Ma cosa è successo in quella stanza? Wired è in grado di ricostruire per la prima volta gli scambi e la tensione generale che hanno caratterizzato l’assemblea del personale di piazza Venezia del 20 novembre, quando il tentativo di Fanizza è stato rivelato pubblicamente ai dipendenti e ha portato, nella serata dello stesso giorno, alle dimissioni del magistrato contabile, con un passato al Tar del Lazio. E, quindi, anche cosa è successo il 13 novembre, perché il contenuto di quell’adunanza è stato discusso poi davanti ai lavoratori dell’ente.
Il tentativo di sorveglianza smascherato in assemblea
Torniamo quindi alla mattinata di giovedì 20 novembre, quando il collegio del Garante si riunisce in assemblea con il personale.

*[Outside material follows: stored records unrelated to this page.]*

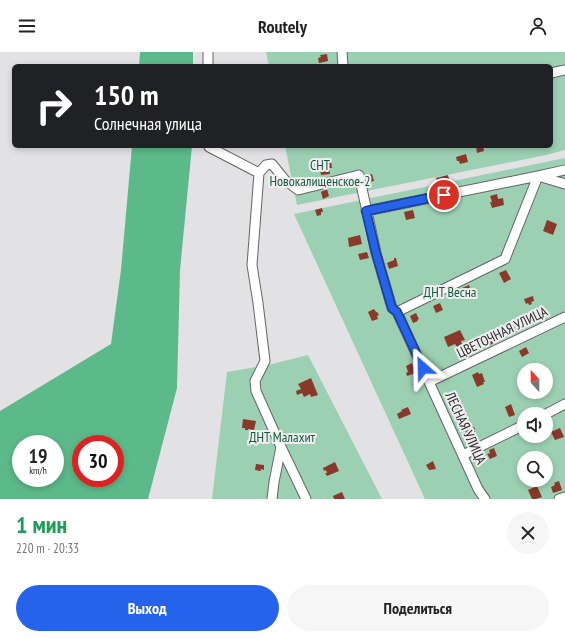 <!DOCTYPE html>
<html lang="ru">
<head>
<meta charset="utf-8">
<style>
	:root { --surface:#fff; --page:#f6f6f6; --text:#222; --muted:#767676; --accent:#2563eb }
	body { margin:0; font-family:"PT Sans Narrow",sans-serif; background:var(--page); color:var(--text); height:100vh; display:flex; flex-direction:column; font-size:15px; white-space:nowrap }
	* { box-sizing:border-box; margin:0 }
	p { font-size:13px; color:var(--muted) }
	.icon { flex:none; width:22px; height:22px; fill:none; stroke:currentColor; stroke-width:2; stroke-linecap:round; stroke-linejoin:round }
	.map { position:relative; height:447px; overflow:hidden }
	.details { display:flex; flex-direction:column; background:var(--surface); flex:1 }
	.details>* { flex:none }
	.banner { position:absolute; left:12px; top:12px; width:541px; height:84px; border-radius:6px; box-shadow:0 2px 6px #0003; background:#202124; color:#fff; overflow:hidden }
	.needle { width:26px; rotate:339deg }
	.tools { position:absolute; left:517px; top:311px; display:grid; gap:8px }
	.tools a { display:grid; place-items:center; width:36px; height:36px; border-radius:50%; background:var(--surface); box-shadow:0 2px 6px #0003; font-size:20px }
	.speed { position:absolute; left:12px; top:383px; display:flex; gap:8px; font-size:20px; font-weight:700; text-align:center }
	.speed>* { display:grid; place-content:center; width:52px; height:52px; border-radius:50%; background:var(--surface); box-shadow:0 2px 6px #0003; line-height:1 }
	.speed small { font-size:10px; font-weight:400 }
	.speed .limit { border:6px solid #d22; background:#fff; color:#111 }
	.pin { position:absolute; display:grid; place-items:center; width:34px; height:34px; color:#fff; margin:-17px; border:2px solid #fff; border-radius:50%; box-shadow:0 1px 4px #0007 }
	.me { position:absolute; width:44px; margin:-22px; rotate:335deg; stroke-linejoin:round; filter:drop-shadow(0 0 3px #0008) }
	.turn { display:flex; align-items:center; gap:14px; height:84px; padding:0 16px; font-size:18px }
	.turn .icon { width:52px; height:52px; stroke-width:2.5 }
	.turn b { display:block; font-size:28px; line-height:34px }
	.round { display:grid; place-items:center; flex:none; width:42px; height:42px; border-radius:21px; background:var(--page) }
	.headline { display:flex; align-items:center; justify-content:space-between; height:68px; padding:0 16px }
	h1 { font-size:24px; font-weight:700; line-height:30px; color:#1e9e55 }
	.cta { display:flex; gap:8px; margin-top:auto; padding:8px 16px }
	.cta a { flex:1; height:46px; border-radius:24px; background:var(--accent); color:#fff; font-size:16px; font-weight:700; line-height:46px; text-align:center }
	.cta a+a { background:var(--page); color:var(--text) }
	header { display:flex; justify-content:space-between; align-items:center; height:52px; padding:0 16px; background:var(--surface); font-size:18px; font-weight:700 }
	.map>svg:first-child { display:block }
	.green { fill:#9cd0b2; fill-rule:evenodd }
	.forest { fill:#5cb989; fill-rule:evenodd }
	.building { fill:#89382a }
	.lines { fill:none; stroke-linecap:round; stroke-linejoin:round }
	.minor-casing { stroke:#656366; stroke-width:11 }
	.minor { stroke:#fff; stroke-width:9 }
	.route-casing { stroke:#184099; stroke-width:10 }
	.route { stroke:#2563eb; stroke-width:7 }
	.labels { text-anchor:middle; stroke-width:4; stroke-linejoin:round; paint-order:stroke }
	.park-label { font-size:14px; fill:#145b3c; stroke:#f0eef1 }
	.street-label { font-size:14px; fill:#2a292a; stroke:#f0eef1 }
</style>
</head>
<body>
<header><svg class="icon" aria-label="menu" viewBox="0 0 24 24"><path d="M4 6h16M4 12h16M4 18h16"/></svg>Routely<svg class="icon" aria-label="person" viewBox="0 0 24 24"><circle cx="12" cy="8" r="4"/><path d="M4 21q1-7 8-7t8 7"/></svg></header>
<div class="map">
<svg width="565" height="447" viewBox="0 0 565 447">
	<rect width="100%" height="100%" fill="#e2e1e4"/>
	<path class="green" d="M266,0H565V98L546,103L297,153L285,94H551V14H269Z
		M565,106V447H425L294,162ZM524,318H546V340H524ZM524,362H546V384H524ZM524,406H546V428H524Z
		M308,303L382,447H212L227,320L268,313Z"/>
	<path class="forest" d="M140,0H193V14H139Z
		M132,94H192L180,218L177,336L148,447H0V359L111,292L121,218ZM21,392H55V426H21ZM81,392H115V426H81Z"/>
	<path class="building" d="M327,2L328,9L319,11L318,6L321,5L320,3Z
		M476,94H483L484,99L477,101Z
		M466,102L468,110L460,112L459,109H457L456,105Z
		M331,108L332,116H329L330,122L321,123L320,117L324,116L323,109Z
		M372,122L374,129L367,130L365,124Z
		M448,123L451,135L445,137V138L440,140L436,126Z
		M327,137L329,144L323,147L321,140Z
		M497,142L498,147L503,146L504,153L492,156L490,150H492L490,144Z
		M322,156L323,160H321V163L317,164L315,158Z
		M413,158L415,166L406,168L404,160Z
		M547,168L557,172L553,183L543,179Z
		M360,183L362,192L349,195L348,186Z
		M367,200L369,206L360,208L358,202Z
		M394,206H396L398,214L389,217L387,211L394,208Z
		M506,218L511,227L504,231L499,221Z
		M469,233L473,244L466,247L462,236Z
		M533,244L534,249L531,250L532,252L529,253L528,251L526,252L524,247Z
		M440,251L443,258L436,261L433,254Z
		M374,257L376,260H377L379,263L377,264L378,267L372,269L368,260Z
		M416,261L419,267L417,268L418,269L413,271L410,264Z
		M460,278L465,288L461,289L462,292L457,295L455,292L448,295L444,285Z
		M491,285L494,291L489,293L488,291L485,292L484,288Z
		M526,295L529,301L522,305L519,299Z
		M412,311L416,321L407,324L406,321L408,320L406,314Z
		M478,320L479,322L482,321L485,330H483L484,332L477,335L472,323Z
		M311,326L318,343L311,345L310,342L304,345L302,341L297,343L296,339L301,337L298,332Z
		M511,352L515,363L509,365L505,355Z
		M408,355L411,362L399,367L397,362L402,359L401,358Z
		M243,367L256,369L254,378L248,377V378H245V376H242Z
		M474,375L475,377L474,378L475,381L467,385L465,380Z
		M560,376L564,385L555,388L551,380Z
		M494,396L497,404L490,407L487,402L490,401L489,398Z
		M433,409L436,417L429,418L426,413Z
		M335,410L339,419L327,424L325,421H327L326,418L324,419L323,416Z
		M256,412L264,413V418L261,417V419L255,418Z
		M559,429L562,438L553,441L551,435L555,433L554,431Z
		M537,434L542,445L536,447H532L528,438Z
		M342,440L345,447H334L333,444Z"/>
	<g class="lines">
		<defs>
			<path id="minor" d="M208,0V14
				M342,0L343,14
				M551,21L565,18
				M209,94V95L259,121
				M259,121L266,113L272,112L285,128L298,138L359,123L376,201L392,256L397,260L478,437L485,447
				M259,121L252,213L258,251L265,309L255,329L256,339L281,395L274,430L272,447
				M366,159L538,124L565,118
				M397,260L505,207L538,124L565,132
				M429,330L565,265
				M546,362L565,352
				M281,395L306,447
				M463,403L524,373
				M559,447L565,445"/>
		</defs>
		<use href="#minor" class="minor-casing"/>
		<use href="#minor" class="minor"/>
	</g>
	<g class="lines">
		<defs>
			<path id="route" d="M423,316L397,260L392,256L376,201L366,159L444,143"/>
		</defs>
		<use href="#route" class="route-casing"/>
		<use href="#route" class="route"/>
	</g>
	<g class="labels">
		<g class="park-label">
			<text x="320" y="118">СНТ<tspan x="320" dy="16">Новокалищенское-2</tspan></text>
			<text x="450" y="245">ДНТ Весна</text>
			<text x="282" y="390">ДНТ Малахит</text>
		</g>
		<g class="street-label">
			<text transform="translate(502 280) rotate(-26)" y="5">ЦВЕТОЧНАЯ УЛИЦА</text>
			<text transform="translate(466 376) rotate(65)" y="5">ЛЕСНАЯ УЛИЦА</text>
		</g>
	</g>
</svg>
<div class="tools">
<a><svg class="needle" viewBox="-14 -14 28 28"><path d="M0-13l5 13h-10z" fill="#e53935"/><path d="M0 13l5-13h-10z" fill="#767676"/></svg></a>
<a><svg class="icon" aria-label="sound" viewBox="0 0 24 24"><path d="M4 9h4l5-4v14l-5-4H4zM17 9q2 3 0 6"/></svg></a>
<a><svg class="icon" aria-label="search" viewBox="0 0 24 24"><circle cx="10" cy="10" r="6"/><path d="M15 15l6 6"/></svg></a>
</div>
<div class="speed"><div>19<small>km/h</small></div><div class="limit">30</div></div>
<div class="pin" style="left:444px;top:143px;background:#d93025"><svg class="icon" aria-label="arrive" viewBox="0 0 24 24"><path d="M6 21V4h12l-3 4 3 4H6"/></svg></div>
<svg class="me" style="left:423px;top:316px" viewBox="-20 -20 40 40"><path d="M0-17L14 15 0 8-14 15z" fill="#2563eb" stroke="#fff" stroke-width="4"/></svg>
<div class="banner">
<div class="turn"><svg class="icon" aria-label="right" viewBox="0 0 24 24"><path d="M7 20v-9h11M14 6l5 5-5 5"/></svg><div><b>150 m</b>Солнечная улица</div></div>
</div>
</div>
<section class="details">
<div class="headline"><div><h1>1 мин</h1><p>220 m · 20:33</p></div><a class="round"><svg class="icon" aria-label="close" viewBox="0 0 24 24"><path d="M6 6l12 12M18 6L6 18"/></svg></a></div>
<div class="cta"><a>Выход</a><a>Поделиться</a></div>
</section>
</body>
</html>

È qui che esplode il caso della lettera dell’ex segretario, rivolta al responsabile dei servizi informatici, Cosimo Comella, che si è opposto al tentativo di raccogliere email, accessi vpn e metadati sulle attività informatiche dei lavoratori. E il collegio, presieduto da Pasquale Stanzione e composto da Agostino Ghiglia, Guido Scorza, Ginevra Cerrina Feroni, deve spiegare cosa abbia fatto in merito.
“La lettera che oggi il dottor Comella ha distribuito e credo che Guido [Scorza, ndr] lo potrà confermare, non l’abbiamo vista e non l’abbiamo letta neanche in collegio”, spiega all’assemblea la vicepresidente Cerrina Feroni. E aggiunge: “Posso soltanto dire che quando il segretario generale ce ne ha parlato e ci ha espresso l’inizio del contenuto, diciamo, di questa richiesta che aveva fatto, ovviamente come collegio abbiamo detto che quella richiesta delle email del Garante non si poteva fare”.

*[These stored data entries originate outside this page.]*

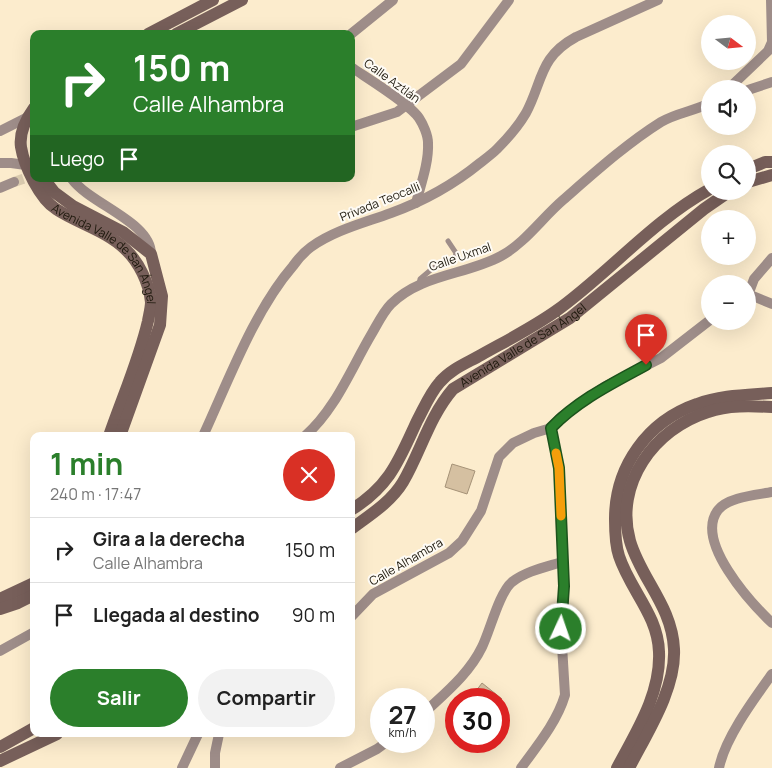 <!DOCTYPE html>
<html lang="es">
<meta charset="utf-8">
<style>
:root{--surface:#fff;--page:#f2f2f2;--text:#222;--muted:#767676;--line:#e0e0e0;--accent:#2b7f2b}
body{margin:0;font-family:Manrope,sans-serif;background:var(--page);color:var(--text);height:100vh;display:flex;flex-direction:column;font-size:19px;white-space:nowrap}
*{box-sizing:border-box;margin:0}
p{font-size:16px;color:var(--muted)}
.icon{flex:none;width:28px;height:28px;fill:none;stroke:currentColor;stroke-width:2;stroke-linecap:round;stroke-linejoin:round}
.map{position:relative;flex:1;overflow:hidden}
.side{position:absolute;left:30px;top:432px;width:325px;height:305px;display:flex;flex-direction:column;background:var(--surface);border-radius:10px;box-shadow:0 5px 20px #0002}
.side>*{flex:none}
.guide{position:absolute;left:30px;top:30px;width:325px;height:152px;border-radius:10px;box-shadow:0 5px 20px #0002;background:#2b7f2b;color:#fff;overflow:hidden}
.needle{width:32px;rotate:106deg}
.controls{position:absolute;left:701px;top:15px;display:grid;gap:10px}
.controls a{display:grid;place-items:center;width:55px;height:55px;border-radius:50%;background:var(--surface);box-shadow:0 5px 20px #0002;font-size:25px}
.speed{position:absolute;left:370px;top:688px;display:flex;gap:10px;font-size:25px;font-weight:700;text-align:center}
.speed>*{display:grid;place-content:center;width:65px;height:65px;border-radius:50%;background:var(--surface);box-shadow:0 5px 20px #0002;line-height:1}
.speed small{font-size:12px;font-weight:400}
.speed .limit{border:8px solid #d22;background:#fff;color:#111}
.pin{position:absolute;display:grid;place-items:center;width:42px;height:42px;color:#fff;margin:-51px -21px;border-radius:50% 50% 50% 0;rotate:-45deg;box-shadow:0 0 5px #0007}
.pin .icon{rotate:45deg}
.me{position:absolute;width:55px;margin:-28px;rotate:3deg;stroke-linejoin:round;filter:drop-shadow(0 0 4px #0008)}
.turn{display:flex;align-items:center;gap:18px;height:105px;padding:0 20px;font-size:22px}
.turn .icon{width:65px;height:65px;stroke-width:2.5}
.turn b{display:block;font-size:35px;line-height:42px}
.then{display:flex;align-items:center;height:48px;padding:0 20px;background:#0003;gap:10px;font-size:19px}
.round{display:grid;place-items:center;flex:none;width:52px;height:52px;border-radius:26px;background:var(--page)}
.head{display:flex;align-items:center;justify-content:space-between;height:85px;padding:0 20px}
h1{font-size:30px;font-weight:700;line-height:38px;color:var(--accent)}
.action{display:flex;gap:10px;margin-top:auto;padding:10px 20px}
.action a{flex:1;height:58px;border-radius:30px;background:var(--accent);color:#fff;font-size:20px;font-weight:700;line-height:58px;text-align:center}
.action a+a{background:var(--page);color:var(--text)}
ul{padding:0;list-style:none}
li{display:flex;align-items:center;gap:15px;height:65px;padding:0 20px;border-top:1px solid var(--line)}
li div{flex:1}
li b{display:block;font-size:19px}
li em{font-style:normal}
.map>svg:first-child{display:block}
.building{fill:#d5c0a1;stroke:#a69378}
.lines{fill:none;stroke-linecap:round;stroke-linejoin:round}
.street-tunnel{stroke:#dbccb0;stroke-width:10;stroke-dasharray:10 5;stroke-linecap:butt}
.lane{stroke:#9e8d89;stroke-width:5}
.street{stroke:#9e8d89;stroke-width:10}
.secondary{stroke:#775f5a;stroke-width:12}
.route-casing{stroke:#1c531c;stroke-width:12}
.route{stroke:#2b7f2b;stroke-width:9}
.slow{stroke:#f59e0b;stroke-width:9}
.labels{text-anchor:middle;stroke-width:4;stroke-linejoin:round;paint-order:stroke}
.street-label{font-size:12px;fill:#1d180c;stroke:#fefbf5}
</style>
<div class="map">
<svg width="772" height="768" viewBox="0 0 772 768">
<rect width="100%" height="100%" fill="#fceccd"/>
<!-- building -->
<g class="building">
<path d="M452,464L475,471L467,494L445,487Z"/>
<path d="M482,683L502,699H470Z"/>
</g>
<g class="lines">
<!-- street-tunnel -->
<path class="street-tunnel" d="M14,182L34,175"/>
<!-- lane -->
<path class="lane" d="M419,284L420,279L433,268L455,257L456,253L448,241"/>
<!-- street -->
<g class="street">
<path d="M351,34L393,0"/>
<path d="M351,67C367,78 410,104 419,118C423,124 428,135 428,143C429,162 421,184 416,203"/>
<path d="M728,89L768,51L772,42L771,0"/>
<path d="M748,90L772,82"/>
<path d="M351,127L397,112L461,64L509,0"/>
<path d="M0,131L28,117"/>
<path d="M0,163H11L26,165"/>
<path d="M72,179C90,204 151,222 151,254"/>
<path d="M0,188L14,182"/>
<path d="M748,294L772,304"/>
<path d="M748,295L754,279L772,258"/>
<path d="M203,436C228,382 254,311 293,266C298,259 304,252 311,247C335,230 364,223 391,213C424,201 453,185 480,163C485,159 492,154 497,149C507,139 519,125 526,113C543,81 539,57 576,37L658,0"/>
<path d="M305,436C335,410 351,369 371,335C377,325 383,312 391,304C421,274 466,275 501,256C525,243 542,218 563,200C594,173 626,144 661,122C676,113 694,111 710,103"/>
<path d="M772,492C757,495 728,497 718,510C694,541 751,603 772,623"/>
<path d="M351,617L373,594L449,553L462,541L481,511L499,457L513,443L534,433L551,428L562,416L604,387L661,358L710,320"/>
<path d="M0,651L34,632"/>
<path d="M424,713C445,693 469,674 482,647C490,631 499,593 512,582C526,571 546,567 562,562"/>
<path d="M182,768L198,734"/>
<path d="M215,768V753L219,734"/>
<path d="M340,768L377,749L388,741"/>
<path d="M521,768C537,746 557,722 565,695L561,629L564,586L559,468L551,428"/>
<path d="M719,768C725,738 754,699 772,674"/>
</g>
<!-- secondary -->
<g class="secondary">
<path d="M148,34L213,0"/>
<path d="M176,34L242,0"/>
<path id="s1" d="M34,108C26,119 19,133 21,147C24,166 40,199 56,209C77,223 107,231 125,249C139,262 149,283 151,302C151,308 149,315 148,321C139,360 122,398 109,436"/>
<path d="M748,169L765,162H772"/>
<path d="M44,179L54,192L73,206L123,232L151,254L162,296L160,325L120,436"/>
<path d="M748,182L772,175"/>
<path d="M351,510C390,486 399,460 417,421C424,408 430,393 440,382C451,369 467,363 481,355C506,341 532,328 556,311C609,273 652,221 710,189"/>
<path id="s2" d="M351,529C370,515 391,502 403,482C421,451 429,417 453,389L570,318L704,209L730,191"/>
<path d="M0,599L34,583"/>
<path d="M0,609L18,603L34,595"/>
<path d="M0,747L34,728"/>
<path d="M0,761L57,734"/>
<path d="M617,768C636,732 661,694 659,652C658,615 630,590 619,556C615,544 615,531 615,519C615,466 648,421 697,404C721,395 747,395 772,393"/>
<path d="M629,768C647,733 676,689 674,649C672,606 641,579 630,541C614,484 654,429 708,412C728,405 751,406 772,407"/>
</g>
</g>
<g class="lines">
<!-- route casing -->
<g class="route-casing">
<path id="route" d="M561,629L564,586L559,468L551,428C578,400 613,383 646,365"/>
</g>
<!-- route -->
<use href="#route" class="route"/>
<!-- slow -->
<path class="slow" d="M556,453L559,468L561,516"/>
</g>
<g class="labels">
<!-- street labels -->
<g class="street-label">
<text transform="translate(392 81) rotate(36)" y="4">Calle Aztlán</text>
<text transform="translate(380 202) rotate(-22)" y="4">Privada Teocalli</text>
<text dy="4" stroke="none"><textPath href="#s1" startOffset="184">Avenida Valle de San Ángel</textPath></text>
<text transform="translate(460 257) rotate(-19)" y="4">Calle Uxmal</text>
<text dy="4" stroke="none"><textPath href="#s2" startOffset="259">Avenida Valle de San Ángel</textPath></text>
<text transform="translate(406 562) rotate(-30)" y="4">Calle Alhambra</text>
</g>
</g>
</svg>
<div class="controls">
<a><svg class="needle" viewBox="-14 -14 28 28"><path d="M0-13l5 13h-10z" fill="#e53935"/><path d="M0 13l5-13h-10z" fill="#767676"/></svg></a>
<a><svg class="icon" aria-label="sound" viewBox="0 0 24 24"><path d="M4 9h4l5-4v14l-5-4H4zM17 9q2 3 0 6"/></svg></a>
<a><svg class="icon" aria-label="search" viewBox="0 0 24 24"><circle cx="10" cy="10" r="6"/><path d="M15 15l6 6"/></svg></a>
<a>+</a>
<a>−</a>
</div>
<div class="speed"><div>27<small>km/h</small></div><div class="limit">30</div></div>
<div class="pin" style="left:646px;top:365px;background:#d93025"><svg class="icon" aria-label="arrive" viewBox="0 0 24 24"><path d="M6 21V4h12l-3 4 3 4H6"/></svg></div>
<svg class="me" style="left:561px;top:629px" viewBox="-20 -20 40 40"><circle r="17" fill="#2b7f2b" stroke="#fff" stroke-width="3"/><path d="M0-11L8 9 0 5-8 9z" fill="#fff"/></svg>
<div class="guide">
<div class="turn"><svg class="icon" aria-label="right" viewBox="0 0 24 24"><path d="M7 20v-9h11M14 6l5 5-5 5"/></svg><div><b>150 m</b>Calle Alhambra</div></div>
<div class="then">Luego<svg class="icon" aria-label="arrive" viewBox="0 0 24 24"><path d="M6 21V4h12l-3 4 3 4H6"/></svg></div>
</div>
<section class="side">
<div class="head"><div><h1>1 min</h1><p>240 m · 17:47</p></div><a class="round" style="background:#d93025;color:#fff"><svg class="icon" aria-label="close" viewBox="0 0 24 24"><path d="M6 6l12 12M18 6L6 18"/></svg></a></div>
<ul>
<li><svg class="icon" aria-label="right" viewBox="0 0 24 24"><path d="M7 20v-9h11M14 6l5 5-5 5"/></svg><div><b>Gira a la derecha</b><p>Calle Alhambra</p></div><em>150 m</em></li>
<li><svg class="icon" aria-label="arrive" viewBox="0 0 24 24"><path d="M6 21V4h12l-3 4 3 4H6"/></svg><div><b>Llegada al destino</b></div><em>90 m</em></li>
</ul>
<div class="action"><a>Salir</a><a>Compartir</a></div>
</section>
</div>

L’assemblea è al calor bianco. Circa centocinquanta persone, quasi tutte quelle in organico al Garante, sono presenti all’incontro fisicamente o collegate da remoto tramite Zoom. Nato come un momento per appianare le divergenze tra i vertici e la struttura e finito con la scoperta della mossa dell’ex segretario. Proprio Fanizza cerca di rassicurare i dipendenti sul fatto che, nel tentativo di fermare le fughe di informazioni, non c’è comunque stata alcuna attività volta a coinvolgere le autorità. Né è stato dato incarico ad alcun soggetto esterno, spiega. “Io come segretario generale non ho dato alcun mandato a soggetti privati né formalmente né informalmente di fare verifiche sull’autorità, anche perché essendo magistrato sarebbe singolare che un magistrato si rivolgesse a un soggetto privato e non a un soggetto pubblico”, chiarisce davanti ai dipendenti, come può ricostruire Wired.
L’ordine dell’ex segretario bloccato
Ma è una spiegazione che non basta. E le risposte portano ad altre domande. Ci sono stati incarichi a dirigenti interni? chiede qualcuno. Detto altrimenti: il segretario ha ordinato a qualcuno internamente di scovare la talpa? La risposta iniziale è secca: no. “Ci sono attività che il segretario generale può rendere note e attività riservate che comunque sicuramente non ledono i diritti dei lavoratori”, si giustifica ancora Fanizza, che, come può riferire Wired, riconosce di aver fatto delle “verifiche con alcuni dirigenti competenti nell’ambito di attività riservate”. Ancora, il segretario allude a verifiche informatiche e spiega che la fuga di informazioni potrebbe essere passata anche da un buco nei sistemi o da qualche dipendente reo di aver allungato i dati giusti alla stampa. “Nessuno in questa stanza può essere aprioristicamente escluso dall’aver posto in essere delle condotte più o meno attente o scriteriate”, insiste Fanizza.